Dying the good death

The LA Times reported yesterday on a study that found that religious patients are more likely to consent to, demand, and recieve aggressive treatment toward the end of their lives. This includes such things as bone marrow transplants for breast cancer (which sounds extremely aggressive, but doesn’t work), life support, and ICU admission. They were also less likely to have living wills, powers of attorney, or DNRs. Given the preoccupation that many religions have with death and the afterlife, this seems a little contradictory; shouldn’t those who expect rewards in the afterlife be most eager to get there?

Two of my favorite ScienceBloggers tackled this apparent contradiction. PZ Myers over at Pharyngula said that religion preys on fear, and attracts the most fearful people, so it’s not surprising that religious people respond with fear rather than reason. Orac responded, saying that PZ’s explanation is overly simplistic, and that it’s more likely a result of religious people believing that God is the ultimate arbiter of life and death, and to refuse treatment is equivalent to defying Him, or that by suffering they become closer to God.

To be honest, I’m skeptical of both of them. PZ’s is definitely overly simplistic. For one, these people are willingly taking on horrible pain because they believe it’s God’s will. I’ve had severely invasive and painful surgery before, and met with people dealing with similar pain, and I know that it takes a certain amount of fortitude, if not courage, to face life and not give up. (By “give up” I don’t necessarily mean suicide. It could just be self-neglect or resignation to disability.) These religious people aren’t acting fearful; they’re acting like they’re coping.

I think that Orac is partially right, but it’s missing something. Their desire to follow God’s will or to become closer to God might explain their demands for aggressive treatment (though, interestingly, religious people have historically argued that medicine thwarts God’s plans for death), but it doesn’t explain the fact that they don’t have powers of attorney or living wills set up. Living wills or power of attorney would be useful to instruct next of kin — who might not share or know about the patient’s desires for aggressive treatment — to extend life as long as possible. 

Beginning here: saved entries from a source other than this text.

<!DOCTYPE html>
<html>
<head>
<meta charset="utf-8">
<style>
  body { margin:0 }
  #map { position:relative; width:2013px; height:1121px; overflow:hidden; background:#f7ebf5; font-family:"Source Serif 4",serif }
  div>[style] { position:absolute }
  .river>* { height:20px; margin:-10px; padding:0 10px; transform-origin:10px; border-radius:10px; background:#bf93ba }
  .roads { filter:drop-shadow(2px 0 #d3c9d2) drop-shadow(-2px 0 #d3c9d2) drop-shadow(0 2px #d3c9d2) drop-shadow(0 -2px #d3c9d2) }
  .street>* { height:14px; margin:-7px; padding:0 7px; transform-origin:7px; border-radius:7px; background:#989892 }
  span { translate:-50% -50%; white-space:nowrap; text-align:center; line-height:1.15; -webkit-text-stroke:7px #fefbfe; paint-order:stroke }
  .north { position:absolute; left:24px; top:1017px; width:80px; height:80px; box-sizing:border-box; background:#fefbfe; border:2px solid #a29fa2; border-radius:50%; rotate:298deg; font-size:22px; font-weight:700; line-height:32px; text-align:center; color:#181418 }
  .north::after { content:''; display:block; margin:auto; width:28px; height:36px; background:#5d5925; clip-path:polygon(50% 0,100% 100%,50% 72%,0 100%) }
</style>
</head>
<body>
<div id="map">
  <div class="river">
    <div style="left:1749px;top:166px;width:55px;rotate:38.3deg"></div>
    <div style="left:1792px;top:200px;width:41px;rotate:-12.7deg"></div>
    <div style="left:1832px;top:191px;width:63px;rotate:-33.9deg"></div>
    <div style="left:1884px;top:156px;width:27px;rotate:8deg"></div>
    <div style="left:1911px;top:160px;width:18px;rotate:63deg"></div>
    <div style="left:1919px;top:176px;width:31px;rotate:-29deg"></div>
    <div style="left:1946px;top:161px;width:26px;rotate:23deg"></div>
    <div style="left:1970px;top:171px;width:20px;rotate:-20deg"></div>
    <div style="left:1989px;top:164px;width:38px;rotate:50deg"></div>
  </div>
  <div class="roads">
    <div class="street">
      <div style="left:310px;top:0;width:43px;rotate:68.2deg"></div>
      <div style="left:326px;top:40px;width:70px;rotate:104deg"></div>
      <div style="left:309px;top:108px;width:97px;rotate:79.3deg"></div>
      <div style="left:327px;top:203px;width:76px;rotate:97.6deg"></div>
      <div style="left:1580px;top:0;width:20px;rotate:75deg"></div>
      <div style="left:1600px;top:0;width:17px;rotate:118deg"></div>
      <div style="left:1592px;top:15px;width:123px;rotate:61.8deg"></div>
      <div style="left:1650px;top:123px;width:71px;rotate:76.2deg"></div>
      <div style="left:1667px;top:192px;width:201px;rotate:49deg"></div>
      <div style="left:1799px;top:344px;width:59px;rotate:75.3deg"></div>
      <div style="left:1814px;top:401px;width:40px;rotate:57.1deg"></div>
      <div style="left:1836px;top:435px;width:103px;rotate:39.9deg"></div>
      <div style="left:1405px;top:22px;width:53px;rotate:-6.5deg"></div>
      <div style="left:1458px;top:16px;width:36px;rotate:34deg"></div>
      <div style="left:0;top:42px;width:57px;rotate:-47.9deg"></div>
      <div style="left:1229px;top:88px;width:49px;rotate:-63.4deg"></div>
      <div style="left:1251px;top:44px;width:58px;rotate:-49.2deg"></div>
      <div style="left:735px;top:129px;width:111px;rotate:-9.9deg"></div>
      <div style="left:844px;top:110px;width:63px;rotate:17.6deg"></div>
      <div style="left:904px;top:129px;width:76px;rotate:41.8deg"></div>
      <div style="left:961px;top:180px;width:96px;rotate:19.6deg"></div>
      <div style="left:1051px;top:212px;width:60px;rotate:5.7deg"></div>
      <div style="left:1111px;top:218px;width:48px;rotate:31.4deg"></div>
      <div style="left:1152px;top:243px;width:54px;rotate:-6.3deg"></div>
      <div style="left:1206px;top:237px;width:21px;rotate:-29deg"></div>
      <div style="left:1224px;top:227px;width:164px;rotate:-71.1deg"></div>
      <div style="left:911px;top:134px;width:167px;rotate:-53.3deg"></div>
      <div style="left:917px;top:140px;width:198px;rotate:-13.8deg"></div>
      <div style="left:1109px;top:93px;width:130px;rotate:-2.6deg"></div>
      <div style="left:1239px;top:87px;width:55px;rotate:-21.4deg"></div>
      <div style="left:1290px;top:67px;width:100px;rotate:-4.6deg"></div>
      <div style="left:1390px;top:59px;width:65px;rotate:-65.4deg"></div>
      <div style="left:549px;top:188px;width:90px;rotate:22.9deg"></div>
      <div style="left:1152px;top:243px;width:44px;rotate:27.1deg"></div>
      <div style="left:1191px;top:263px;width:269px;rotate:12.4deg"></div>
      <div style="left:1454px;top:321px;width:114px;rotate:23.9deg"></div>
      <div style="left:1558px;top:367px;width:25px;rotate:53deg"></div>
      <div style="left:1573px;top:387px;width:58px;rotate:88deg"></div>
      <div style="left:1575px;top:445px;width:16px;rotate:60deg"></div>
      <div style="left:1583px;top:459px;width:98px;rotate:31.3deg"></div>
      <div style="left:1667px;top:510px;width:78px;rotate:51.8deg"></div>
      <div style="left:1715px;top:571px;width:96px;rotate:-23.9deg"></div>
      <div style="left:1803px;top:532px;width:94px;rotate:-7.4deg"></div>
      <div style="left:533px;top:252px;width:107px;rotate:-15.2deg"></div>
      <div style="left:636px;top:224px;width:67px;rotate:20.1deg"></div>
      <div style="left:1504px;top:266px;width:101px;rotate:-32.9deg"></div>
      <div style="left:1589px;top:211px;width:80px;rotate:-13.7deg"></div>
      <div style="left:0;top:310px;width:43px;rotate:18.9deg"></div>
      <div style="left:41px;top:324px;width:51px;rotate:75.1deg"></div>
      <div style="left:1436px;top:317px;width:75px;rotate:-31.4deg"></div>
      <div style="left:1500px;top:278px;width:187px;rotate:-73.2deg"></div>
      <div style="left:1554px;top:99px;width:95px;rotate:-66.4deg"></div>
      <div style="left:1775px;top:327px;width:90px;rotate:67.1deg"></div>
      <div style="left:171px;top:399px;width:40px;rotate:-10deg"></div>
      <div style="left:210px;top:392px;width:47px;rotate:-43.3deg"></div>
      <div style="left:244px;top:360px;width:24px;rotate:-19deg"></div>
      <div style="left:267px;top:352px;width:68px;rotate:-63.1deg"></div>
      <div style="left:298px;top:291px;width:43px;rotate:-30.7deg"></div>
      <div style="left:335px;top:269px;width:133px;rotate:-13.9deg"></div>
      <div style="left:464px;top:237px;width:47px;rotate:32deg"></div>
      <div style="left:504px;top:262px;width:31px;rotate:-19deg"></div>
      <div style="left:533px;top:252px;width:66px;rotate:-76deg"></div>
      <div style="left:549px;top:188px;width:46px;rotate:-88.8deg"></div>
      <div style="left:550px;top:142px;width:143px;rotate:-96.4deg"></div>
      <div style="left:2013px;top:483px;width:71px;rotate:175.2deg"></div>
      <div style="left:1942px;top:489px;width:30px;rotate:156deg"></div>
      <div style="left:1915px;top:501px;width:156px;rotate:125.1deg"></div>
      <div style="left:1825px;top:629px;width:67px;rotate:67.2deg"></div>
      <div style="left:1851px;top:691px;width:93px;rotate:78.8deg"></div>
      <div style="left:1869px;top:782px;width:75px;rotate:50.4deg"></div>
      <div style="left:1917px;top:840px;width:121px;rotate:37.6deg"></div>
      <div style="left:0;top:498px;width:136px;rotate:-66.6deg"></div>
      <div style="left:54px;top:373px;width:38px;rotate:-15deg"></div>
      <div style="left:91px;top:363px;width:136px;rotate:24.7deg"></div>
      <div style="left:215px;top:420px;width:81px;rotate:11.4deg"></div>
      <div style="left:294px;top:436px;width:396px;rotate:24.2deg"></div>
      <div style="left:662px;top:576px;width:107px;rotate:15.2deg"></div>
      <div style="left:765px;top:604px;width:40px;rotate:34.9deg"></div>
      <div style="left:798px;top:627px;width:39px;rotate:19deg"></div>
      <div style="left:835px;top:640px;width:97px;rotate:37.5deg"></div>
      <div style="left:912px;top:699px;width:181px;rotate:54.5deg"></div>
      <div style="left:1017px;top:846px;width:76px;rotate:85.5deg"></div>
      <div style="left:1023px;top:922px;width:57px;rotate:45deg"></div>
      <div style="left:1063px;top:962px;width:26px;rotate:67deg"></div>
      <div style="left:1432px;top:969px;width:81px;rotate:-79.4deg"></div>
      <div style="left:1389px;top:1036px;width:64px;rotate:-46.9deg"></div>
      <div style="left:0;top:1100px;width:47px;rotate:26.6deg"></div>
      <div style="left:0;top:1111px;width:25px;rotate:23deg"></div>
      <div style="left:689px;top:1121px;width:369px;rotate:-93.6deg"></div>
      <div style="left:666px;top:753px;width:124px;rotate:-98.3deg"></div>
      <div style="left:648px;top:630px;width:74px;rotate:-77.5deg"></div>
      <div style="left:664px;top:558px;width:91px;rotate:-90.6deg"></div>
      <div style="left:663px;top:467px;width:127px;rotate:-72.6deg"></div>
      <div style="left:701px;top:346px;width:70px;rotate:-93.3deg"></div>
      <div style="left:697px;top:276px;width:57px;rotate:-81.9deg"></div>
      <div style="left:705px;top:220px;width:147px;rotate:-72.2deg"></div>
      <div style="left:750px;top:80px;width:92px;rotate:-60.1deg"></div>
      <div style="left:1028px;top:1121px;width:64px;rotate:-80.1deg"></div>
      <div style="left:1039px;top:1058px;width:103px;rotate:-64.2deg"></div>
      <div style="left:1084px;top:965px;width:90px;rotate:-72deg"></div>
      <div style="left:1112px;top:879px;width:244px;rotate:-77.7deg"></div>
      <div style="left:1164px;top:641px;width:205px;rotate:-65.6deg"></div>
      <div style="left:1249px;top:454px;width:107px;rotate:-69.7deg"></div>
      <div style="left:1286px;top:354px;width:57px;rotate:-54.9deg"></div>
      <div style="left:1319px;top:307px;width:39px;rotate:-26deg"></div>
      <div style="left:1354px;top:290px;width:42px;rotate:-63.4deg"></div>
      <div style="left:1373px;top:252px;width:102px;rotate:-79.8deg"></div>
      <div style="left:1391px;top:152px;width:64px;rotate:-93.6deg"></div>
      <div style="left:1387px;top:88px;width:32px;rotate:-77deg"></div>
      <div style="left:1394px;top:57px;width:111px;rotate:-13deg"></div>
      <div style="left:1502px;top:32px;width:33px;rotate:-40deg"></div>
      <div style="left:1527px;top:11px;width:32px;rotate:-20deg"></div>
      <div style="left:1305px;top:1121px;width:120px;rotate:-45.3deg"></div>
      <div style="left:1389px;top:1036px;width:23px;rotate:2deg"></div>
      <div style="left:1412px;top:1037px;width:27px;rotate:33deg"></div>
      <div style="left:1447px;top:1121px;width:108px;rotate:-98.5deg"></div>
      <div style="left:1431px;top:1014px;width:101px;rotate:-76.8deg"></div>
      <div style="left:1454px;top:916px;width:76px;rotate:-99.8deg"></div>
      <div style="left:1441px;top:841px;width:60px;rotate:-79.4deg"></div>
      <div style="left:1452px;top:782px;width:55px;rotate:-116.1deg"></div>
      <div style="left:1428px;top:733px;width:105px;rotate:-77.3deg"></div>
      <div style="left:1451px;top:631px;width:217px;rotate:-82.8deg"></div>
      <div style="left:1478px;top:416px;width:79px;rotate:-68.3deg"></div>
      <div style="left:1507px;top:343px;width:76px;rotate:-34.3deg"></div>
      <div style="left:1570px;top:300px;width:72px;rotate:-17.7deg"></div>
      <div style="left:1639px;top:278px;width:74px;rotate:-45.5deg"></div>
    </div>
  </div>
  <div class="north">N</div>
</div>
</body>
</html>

I think that religious practice and belief act as a coping mechanism during the dying process. As a species, we seem to be very bad at conceiving of death. As Pascal Boyer talks about in Religion Explained, we aren’t instinctively able to conceive of death, so we make things up about it (this is a simplification, go read the book). We have to do something to deal with the unpleasant idea that we won’t be around much longer. Atheists, agnostics, and sort-of-kind-of spiritual folks do things that are actually useful, like spend time with family, ease the pain at a hospice, and make plans (incidentally, all things that have been shown to be useful in reducing stress). Religious people cope by denying. They start by denying that they’re going to cease to exist: instead they’re going to go to heaven/be reincarnated. Denial is a habit; if you cope with the stress of work by denying to yourself that you’ll lose your job if you don’t finish the project on time, you’ll probably also deal with stress in a relationship by denying that there’s actually a problem. So religious people deny that they’re going to die and so demand aggressive, often useless treatment.

For at least one person, this denial had very bad consequences. Gloria Bailey was diagnosed with Stage IV breast cancer that had metastasized to her lung. I’m not an expert, but what from what I can find on-line that means she had less than a 10% chance of surviving five more years. She decided that she wasn’t going to die.

“The Lord was just telling me, ‘They’re not being aggressive enough,’ ” Bailey recalled. So she sought out a new team of oncologists at the Cancer Treatment Centers of America’s Midwestern Regional Medical Center in Zion, Ill., more than 300 miles away from her home in Michigan. Those doctors suggested she undergo a bone marrow transplant [which no one does anymore because clinical trials show it doesn’t work for breast cancer], a harrowing ordeal that landed her in a coma.

It’s a pretty classic, and tragic, case of a patient denying that they’re in serious trouble, and seeking out an alternative practioner that will give them something — anything — that they claim will cure them. More often than not, the scam artist alternative practioner gets rich, and the patient gets no better. (That’s if they’re lucky; these unproven treatments can be dangerous as Gloria Bailey demonstrates.) Religious patients seem to deny it to the end.